How 'Thrifted' Became High Fashion
On the latest runways, designers have clearly been borrowing from this youth aesthetic.
The thrift store wasn't always a mecca for resellers and plucky costume designers. At thirteen, it's where I went back-to-school shopping with my mom. We traversed the aisles looking for blue and white long sleeves to match my grade school dress code. If you were lucky, you might find a Beatles t-shirt hidden between a Justice short sleeve and tie-dye camp memorabilia. Even luckier, your mom might snag you a pair of Gap overalls from the long garment section.
In high school, the thrift store was a stomping ground for any fashionable teen, at least in the modern era. Friends gathered to buy ironic "World's Best Grandma" sweatshirts and only slightly tattered Converse. Everyone showed up to the first day of school in oversized jeans tied around the waist with a shoestring, as was the popular style. Today, the world's teens aren't limited by what they can find at the local Goodwill, secondhand clothing of all sorts is available online through Depop or other apps.
The coolness of thrifting can be split pretty cleanly into the pre and post-Macklemore eras. Before 2012, when the rapper famously dropped his hit track "Thrift Shop," clothes from the discount bin were largely considered dirty, cheap, and relegated to those who could afford little else. Of course, there were always the savvy fashionistas scouring the untamed racks, but the worldwide thrifting phenomenon as we know it was a later invention.
Post-2012, after Macklemore said "One man's trash, that's another man's come up / Thank your granddad for donating that plaid button-up shirt," finding a "trashy" item and reappropriating it became a mark of good taste. Was this all due to Macklemore's influence? No, of course not, but he serves as a useful benchmark. More significant to thrifting's domination was kids' lack of disposable income and the increased awareness of fashion's negative environmental impact. Fast fashion is out, being sustainable is all the rage.

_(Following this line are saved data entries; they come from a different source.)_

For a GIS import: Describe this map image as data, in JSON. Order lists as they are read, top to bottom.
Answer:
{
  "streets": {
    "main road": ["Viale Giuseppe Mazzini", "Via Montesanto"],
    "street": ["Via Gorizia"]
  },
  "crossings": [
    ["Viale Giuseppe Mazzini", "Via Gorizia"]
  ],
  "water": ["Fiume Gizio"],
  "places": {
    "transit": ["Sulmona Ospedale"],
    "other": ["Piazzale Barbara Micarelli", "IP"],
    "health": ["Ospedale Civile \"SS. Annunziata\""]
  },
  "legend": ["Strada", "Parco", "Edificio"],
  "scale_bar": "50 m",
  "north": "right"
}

So, the youth culture is in a new aesthetic era, one defined by what's available in the nearest charity shop. Uniqueness is paramount; there isn't a rack of identical blouses at the thrift store. You buy a one-of-a-kind item. This fervor for retro, statement pieces has found its way into the emerging "avant-basic" style that attempts to replicate true vintage with budget replicas.
A side effect of the one-of-a-kind nature of thrift shops is the one-size-fits-all mindset. If you find a pair of jeans you love and they are six sizes too big, oh well. There's no calling a salesperson to pull your size out of the back room. You either take those gigantic trousers and make them work or part with your find. Here we get the shoelace belt and DIY resizing trends. Everything at the thrift store is cheap enough to become a home project. Boys' t-shirts become fashionable crop tops. Long dresses get snipped down into mini dresses. Shoulder pads are yanked from their seams and in 2015, everything was cut into a crop top.

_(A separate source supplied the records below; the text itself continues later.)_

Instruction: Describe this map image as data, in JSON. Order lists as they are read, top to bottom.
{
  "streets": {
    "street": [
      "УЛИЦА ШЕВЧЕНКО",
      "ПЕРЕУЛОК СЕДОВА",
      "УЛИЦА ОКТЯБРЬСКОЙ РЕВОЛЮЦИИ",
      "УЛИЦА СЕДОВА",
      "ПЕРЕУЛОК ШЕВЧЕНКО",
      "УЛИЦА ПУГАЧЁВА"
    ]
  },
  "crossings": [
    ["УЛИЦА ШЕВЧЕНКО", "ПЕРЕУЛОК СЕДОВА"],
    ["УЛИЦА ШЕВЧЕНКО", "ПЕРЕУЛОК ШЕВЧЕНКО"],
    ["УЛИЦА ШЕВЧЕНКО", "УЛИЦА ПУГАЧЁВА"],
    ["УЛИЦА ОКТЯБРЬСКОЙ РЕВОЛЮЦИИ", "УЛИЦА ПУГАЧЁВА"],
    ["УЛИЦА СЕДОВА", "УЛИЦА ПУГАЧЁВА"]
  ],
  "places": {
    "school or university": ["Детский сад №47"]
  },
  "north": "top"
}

The thing about youth culture is that inevitably, the adults catch on. No good trend goes unreplicated. On the most recent runways, that rule was on full display. Coach sent their models, a number of whom were riding skateboards, down the catwalk in denim vests, graphic tees, and knee-length jorts. At the sight of the plaid, cotton underpants deliberately peeking from underneath the waistband, I flashed back to watching my middle school classmates strut around topless on the playground, doing a poor imitation of their favorite '90s hip-hop idols. The only difference, these models were white and wearing clothing no middle schooler could afford.
At R13, the models were tastefully dirty, with busted sneakers and a tattered sweater vest that could have easily been cut from someone's grandfather's pullover. The clothes evoked a homemade style that in reality, we know can't be authentic. These garments were made in an atelier, not a childhood bedroom. Prada walked an oversized, distressed leather jacket and The Elder Statesman had a tie-dye dress I swear I've seen in the girls' section at Village Discount.

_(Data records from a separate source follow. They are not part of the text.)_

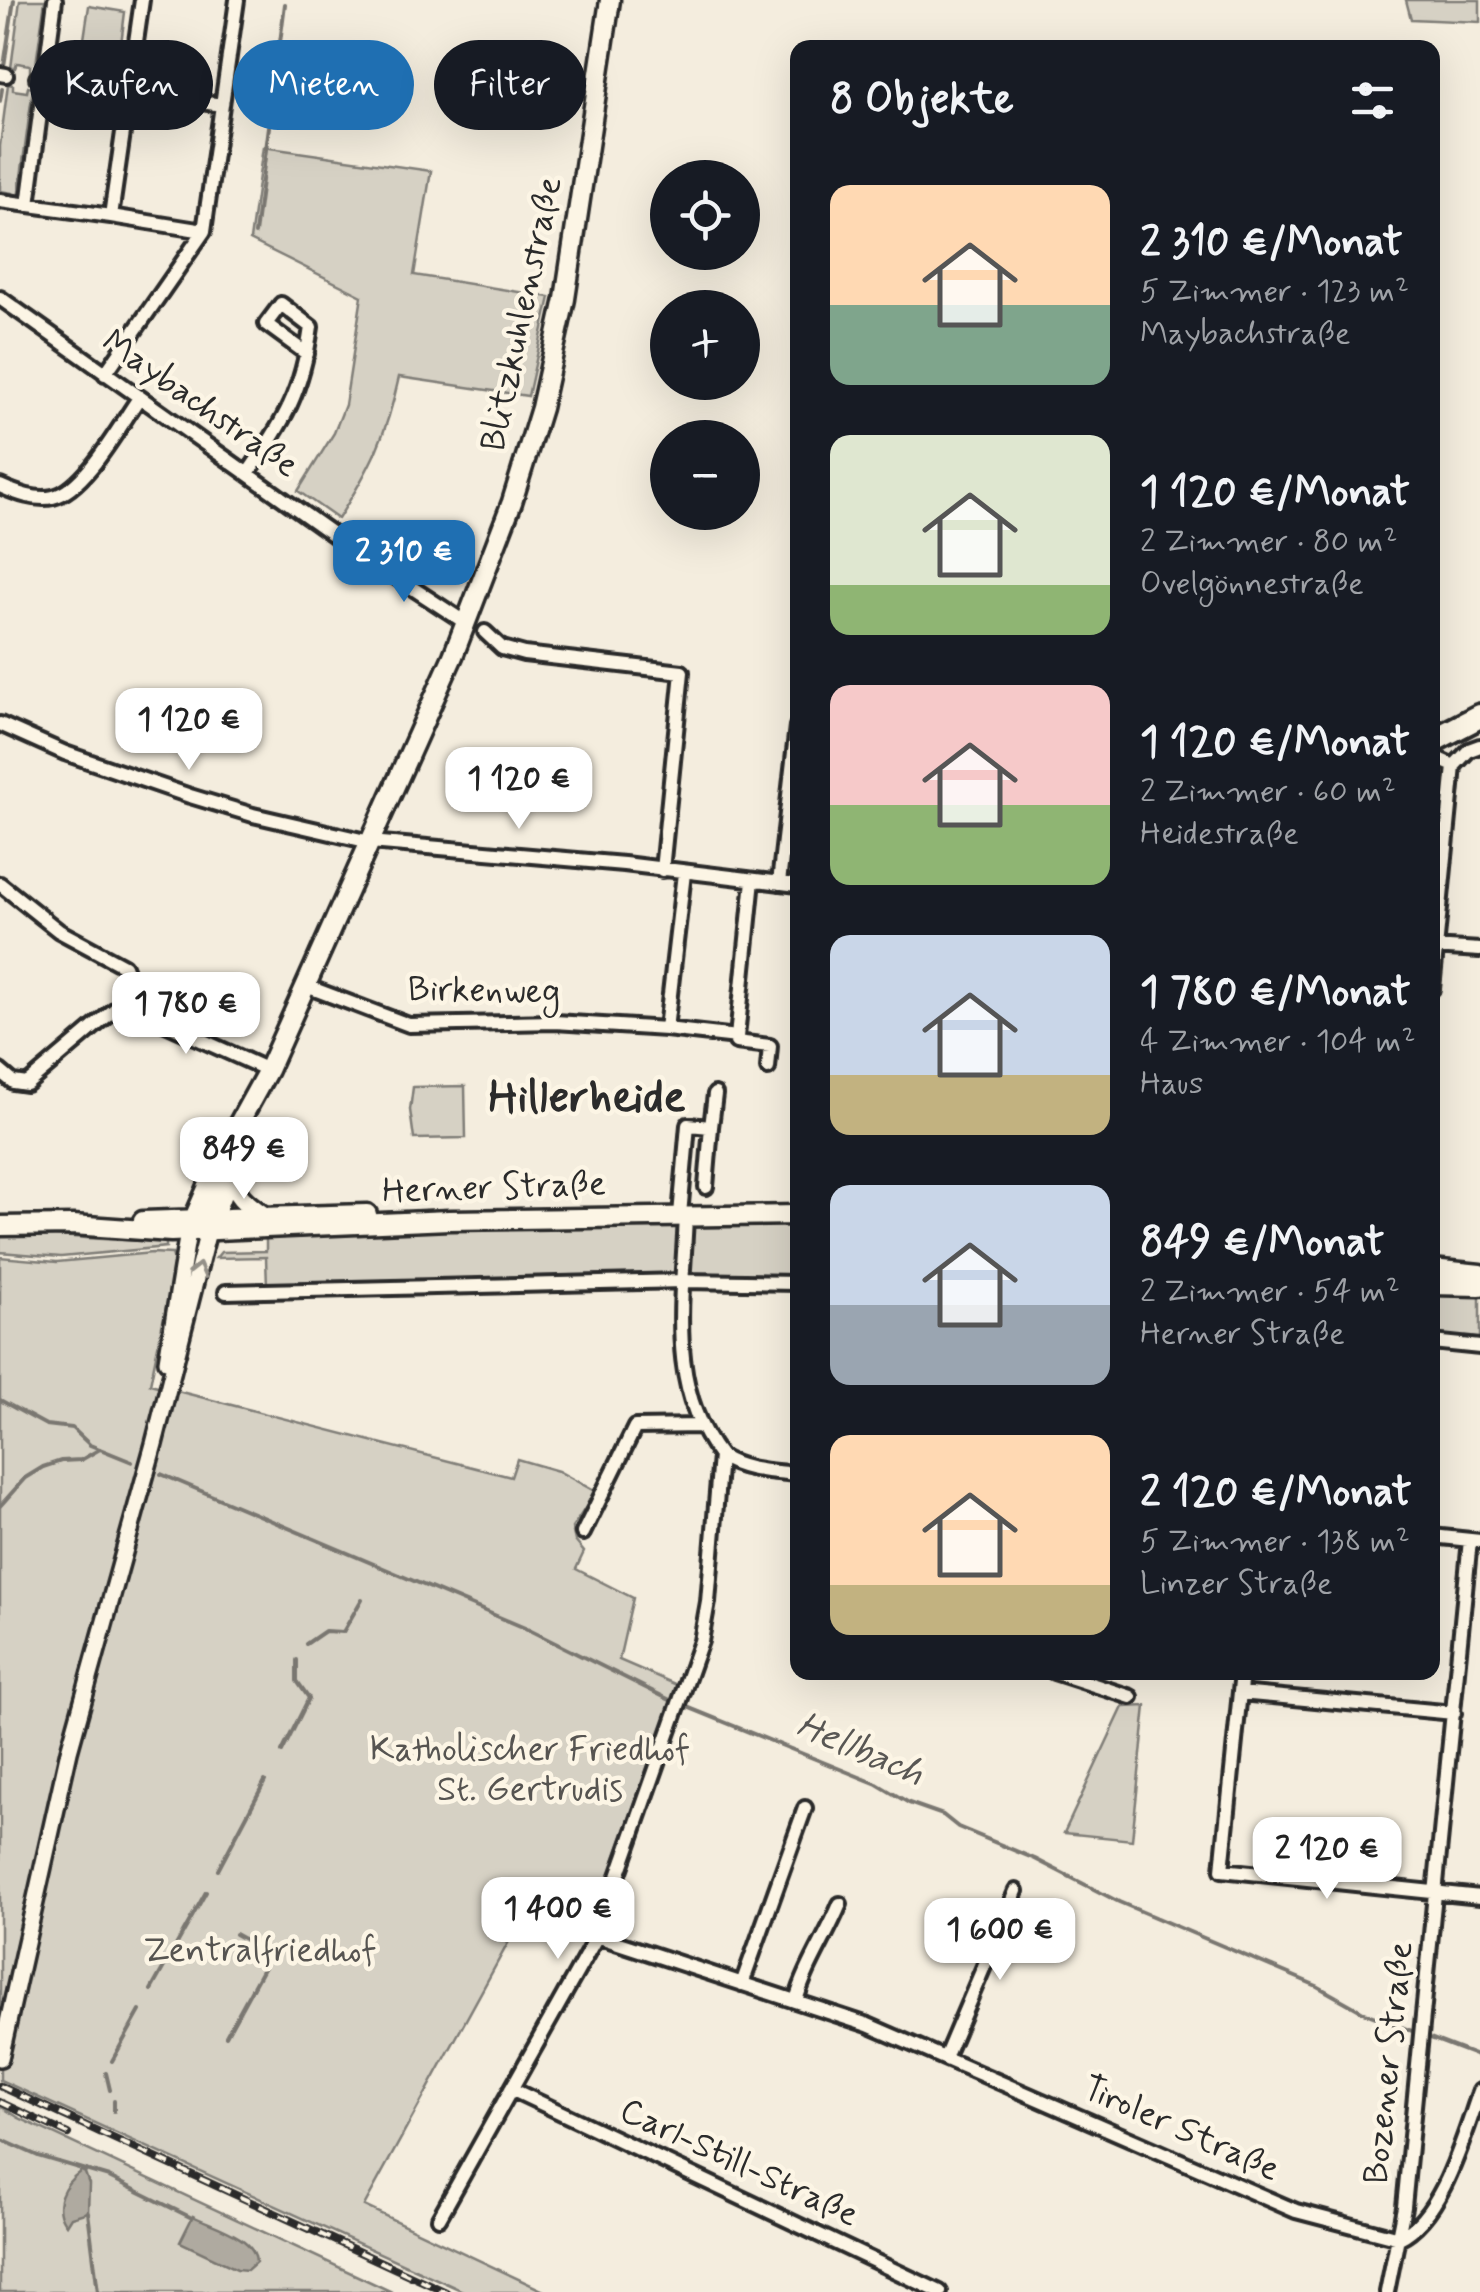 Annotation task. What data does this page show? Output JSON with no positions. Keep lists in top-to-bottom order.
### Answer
{
  "streets": {
    "main road": ["Blitzkuhlenstraße", "Herner Straße"],
    "street": [
      "Maybachstraße",
      "Birkenweg",
      "Bozener Straße",
      "Tiroler Straße",
      "Carl-Still-Straße"
    ]
  },
  "crossings": [
    ["Blitzkuhlenstraße", "Maybachstraße"],
    ["Blitzkuhlenstraße", "Birkenweg"],
    ["Blitzkuhlenstraße", "Herner Straße"],
    ["Bozener Straße", "Tiroler Straße"]
  ],
  "districts": ["Hillerheide"],
  "water": ["Hellbach"],
  "parks": ["Katholischer Friedhof St. Gertrudis", "Zentralfriedhof"],
  "page": {
    "chip": ["Kaufen", "Mieten", "Filter"],
    "heading": "8 Objekte",
    "map_buttons": ["+", "−"],
    "list": [
      {
        "name": "2 310 €/Monat",
        "note": "5 Zimmer · 123 m² · Maybachstraße"
      },
      {
        "name": "1 120 €/Monat",
        "note": "2 Zimmer · 80 m² · Ovelgönnestraße"
      },
      {
        "name": "1 120 €/Monat",
        "note": "2 Zimmer · 60 m² · Heidestraße"
      },
      {
        "name": "1 780 €/Monat",
        "note": "4 Zimmer · 104 m² · Haus"
      },
      {
        "name": "849 €/Monat",
        "note": "2 Zimmer · 54 m² · Herner Straße"
      },
      {
        "name": "2 120 €/Monat",
        "note": "5 Zimmer · 138 m² · Linzer Straße"
      }
    ],
    "price": [
      "2 310 €",
      "1 120 €",
      "1 120 €",
      "1 780 €",
      "849 €",
      "2 120 €",
      "1 400 €",
      "1 600 €"
    ]
  }
}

This replication of discount fashion isn't necessarily a problem. It's inevitable that luxury will borrow from what the kids make cool and vice versa. But, there is something sinister about taking an item of clothing meant to be unique, sustainable, and affordable, then turning it into a mass-produced, inaccessible, luxury item.
Oversized jorts aren't cool because they look good; they're neat because they are available and steeped in a sort of youthful irony. Look at my baggy jeans that no one else wanted! They were $2.99 because no one's worn them in all seriousness since the '90s! Coach misunderstands this relationship.
When R13 takes inspiration from a moth-eaten, well-worn t-shirt that has seen three generations of love, and cuts precise little holes in their replica item, their garment misses out on some of the original's magic. The question becomes, why pay $500 for a busted shirt? And who would, or could, pay that price anyway? Certainly not the kids with $50 in their pocket that inspired the designer.
There's a cyclical nature to this poor kid, rich man connection. The youngins make something unique. A designer will inevitably build upon that idea to market their luxury retail. After that item sells for hundreds or thousands of dollars and gets its wear, it will end up back in a thrift shop, where a different kid will take it home and chop it up into a new dress.